Looking back at the logs you posted, it looks like you installed Flintrock via Homebrew, which is a community-supported distribution (i.e. I don't maintain it) and which is unfortunately out of date.

If you install Flintrock via pip / PyPI, you'll get the latest version.

pferrel commented 5 years ago

Ah, yes. I was surprised when I saw the version, I thought the latest was 0.11. Will try tomorrow.

pferrel commented 5 years ago

ok, switched to 0.11.0 and get the same timeouts for ssh

here is my config:

services:
  spark:
    version: 2.3.2
    # git-commit: latest  # if not 'latest', provide a full commit SHA; e.g. d6dc12ef0146ae409834c78737c116050961f350
    # git-repository:  # optional; defaults to https://github.com/apache/spark
    # optional; defaults to download from from the official Spark S3 bucket
    #   - must contain a {v} template corresponding to the version
    #   - Spark must be pre-built
    #   - must be a tar.gz file
    # download-source: "https://www.example.com/files/spark/{v}/spark-{v}.tar.gz"
    # executor-instances: 1
  hdfs:
    version: 2.8.4
    # optional; defaults to download from a dynamically selected Apache mirror
    #   - must contain a {v} template corresponding to the version
    #   - must be a .tar.gz file
    # download-source: "https://www.example.com/files/hadoop/{v}/hadoop-{v}.tar.gz"
    # download-source: "http://www-us.apache.org/dist/hadoop/common/hadoop-{v}/hadoop-{v}.tar.gz"

provider: ec2

providers:
  ec2:
    key-name: project-poc
    identity-file: /Users/pat/project/project-poc.pem
    instance-type: r5.xlarge
    region: us-east-1
    availability-zone: us-east-1f
    ami: ami-009d6802948d06e52   # Amazon Linux, us-east-1
    user: ec2-user
    # ami: ami-61bbf104   # CentOS 7, us-east-1
    # user: centos
    # spot-price: <price>
    vpc-id: vpc-43218f39
    subnet-id: subnet-c23760cd
    # placement-group: <name>
    #security-groups:
    #   - ssh
    #   - group-name2
    # instance-profile-name:
    # tags:
    #   - key1,value1
    #   - key2, value2  # leading/trailing spaces are trimmed
    #   - key3,  # value will be empty
    # min-root-ebs-size-gb: <size-gb>
    tenancy: default  # default | dedicated
    ebs-optimized: no  # yes | no
    instance-initiated-shutdown-behavior: terminate  # terminate | stop
    # user-data: /path/to/userdata/script

launch:
  num-slaves: 1
  # install-hdfs: True
  install-spark: True

debug: false

CLI + error

Maclaurin:project pat$ flintrock --debug --config project-poc.yaml launch project-poc
2019-01-05 14:02:01,367 - flintrock.flintrock - WARNING - Warning: Downloading Spark from an Apache mirror.
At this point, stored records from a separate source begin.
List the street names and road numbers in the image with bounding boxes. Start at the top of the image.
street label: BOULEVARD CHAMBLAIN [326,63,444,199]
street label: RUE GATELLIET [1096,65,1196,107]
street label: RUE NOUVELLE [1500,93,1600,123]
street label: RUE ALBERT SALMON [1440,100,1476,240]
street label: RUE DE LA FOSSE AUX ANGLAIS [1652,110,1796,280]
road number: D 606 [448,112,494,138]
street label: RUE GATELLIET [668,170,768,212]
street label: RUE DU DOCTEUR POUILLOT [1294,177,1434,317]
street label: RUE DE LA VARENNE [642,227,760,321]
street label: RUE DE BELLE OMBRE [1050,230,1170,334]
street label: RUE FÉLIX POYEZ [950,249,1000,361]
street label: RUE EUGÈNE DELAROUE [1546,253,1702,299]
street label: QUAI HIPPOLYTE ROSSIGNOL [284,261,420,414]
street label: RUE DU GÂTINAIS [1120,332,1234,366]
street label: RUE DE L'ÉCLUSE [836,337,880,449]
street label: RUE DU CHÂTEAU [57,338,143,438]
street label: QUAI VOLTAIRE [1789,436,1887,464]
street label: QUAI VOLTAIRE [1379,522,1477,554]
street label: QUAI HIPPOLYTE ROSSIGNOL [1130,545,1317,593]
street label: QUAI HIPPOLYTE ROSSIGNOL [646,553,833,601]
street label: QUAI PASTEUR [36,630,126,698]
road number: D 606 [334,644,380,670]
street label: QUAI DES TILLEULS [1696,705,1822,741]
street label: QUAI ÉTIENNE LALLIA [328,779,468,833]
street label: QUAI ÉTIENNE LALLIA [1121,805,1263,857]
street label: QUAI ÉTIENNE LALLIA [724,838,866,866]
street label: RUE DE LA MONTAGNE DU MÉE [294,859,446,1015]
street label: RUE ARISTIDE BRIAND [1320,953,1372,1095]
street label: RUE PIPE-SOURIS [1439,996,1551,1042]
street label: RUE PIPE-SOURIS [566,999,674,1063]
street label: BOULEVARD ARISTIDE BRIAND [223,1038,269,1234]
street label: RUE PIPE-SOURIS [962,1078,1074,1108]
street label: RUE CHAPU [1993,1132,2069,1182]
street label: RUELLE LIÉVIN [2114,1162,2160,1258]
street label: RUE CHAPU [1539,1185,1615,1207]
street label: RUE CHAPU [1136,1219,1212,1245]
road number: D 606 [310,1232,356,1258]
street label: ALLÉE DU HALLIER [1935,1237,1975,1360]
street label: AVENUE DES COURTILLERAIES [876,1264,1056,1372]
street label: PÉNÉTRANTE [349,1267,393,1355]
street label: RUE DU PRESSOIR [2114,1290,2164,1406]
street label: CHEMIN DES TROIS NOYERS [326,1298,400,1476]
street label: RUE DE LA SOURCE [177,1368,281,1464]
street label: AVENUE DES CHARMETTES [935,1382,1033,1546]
Apache mirrors are often slow and unreliable, and typically only serve the most recent releases. We strongly recommend you specify a custom download source. For more background on this issue, please see: https://github.com/nchammas/flintrock/issues/238
2019-01-05 14:02:11,425 - flintrock.ec2       - INFO  - Launching 2 instances...
2019-01-05 14:02:24,695 - flintrock.ec2       - DEBUG - 2 instances not in state 'running': 'i-03f08a79ec7a8e247', 'i-0013331e05de7209b', ...
2019-01-05 14:02:30,518 - flintrock.ssh       - DEBUG - [3.81.28.114] SSH exception: [Errno None] Unable to connect to port 22 on 3.81.28.114
2019-01-05 14:02:31,418 - flintrock.ssh       - DEBUG - [35.175.191.230] SSH timeout.
2019-01-05 14:02:36,294 - flintrock.ssh       - INFO  - [3.81.28.114] SSH online.
Exception: Error reading SSH protocol banner[Errno 54] Connection reset by peer
Traceback (most recent call last):
  File "/usr/local/lib/python3.7/site-packages/paramiko/transport.py", line 2138, in _check_banner
    buf = self.packetizer.readline(timeout)
  File "/usr/local/lib/python3.7/site-packages/paramiko/packet.py", line 367, in readline
    buf += self._read_timeout(timeout)
  File "/usr/local/lib/python3.7/site-packages/paramiko/packet.py", line 561, in _read_timeout
    x = self.__socket.recv(128)
ConnectionResetError: [Errno 54] Connection reset by peer

During handling of the above exception, another exception occurred:

Traceback (most recent call last):
  File "/usr/local/lib/python3.7/site-packages/paramiko/transport.py", line 1966, in run
    self._check_banner()
  File "/usr/local/lib/python3.7/site-packages/paramiko/transport.py", line 2143, in _check_banner
    "Error reading SSH protocol banner" + str(e)
paramiko.ssh_exception.SSHException: Error reading SSH protocol banner[Errno 54] Connection reset by peer

2019-01-05 14:02:37,672 - flintrock.core      - INFO  - [3.81.28.114] Configuring ephemeral storage...
2019-01-05 14:02:39,165 - flintrock.core      - INFO  - [3.81.28.114] Installing Java 1.8...
2019-01-05 14:02:49,926 - flintrock.services  - INFO  - [3.81.28.114] Installing Spark...
Do you want to terminate the 2 instances created by this operation? [Y/n]: Y
Terminating instances...
[35.175.191.230] SSH protocol error. Possible causes include using the wrong key file or username.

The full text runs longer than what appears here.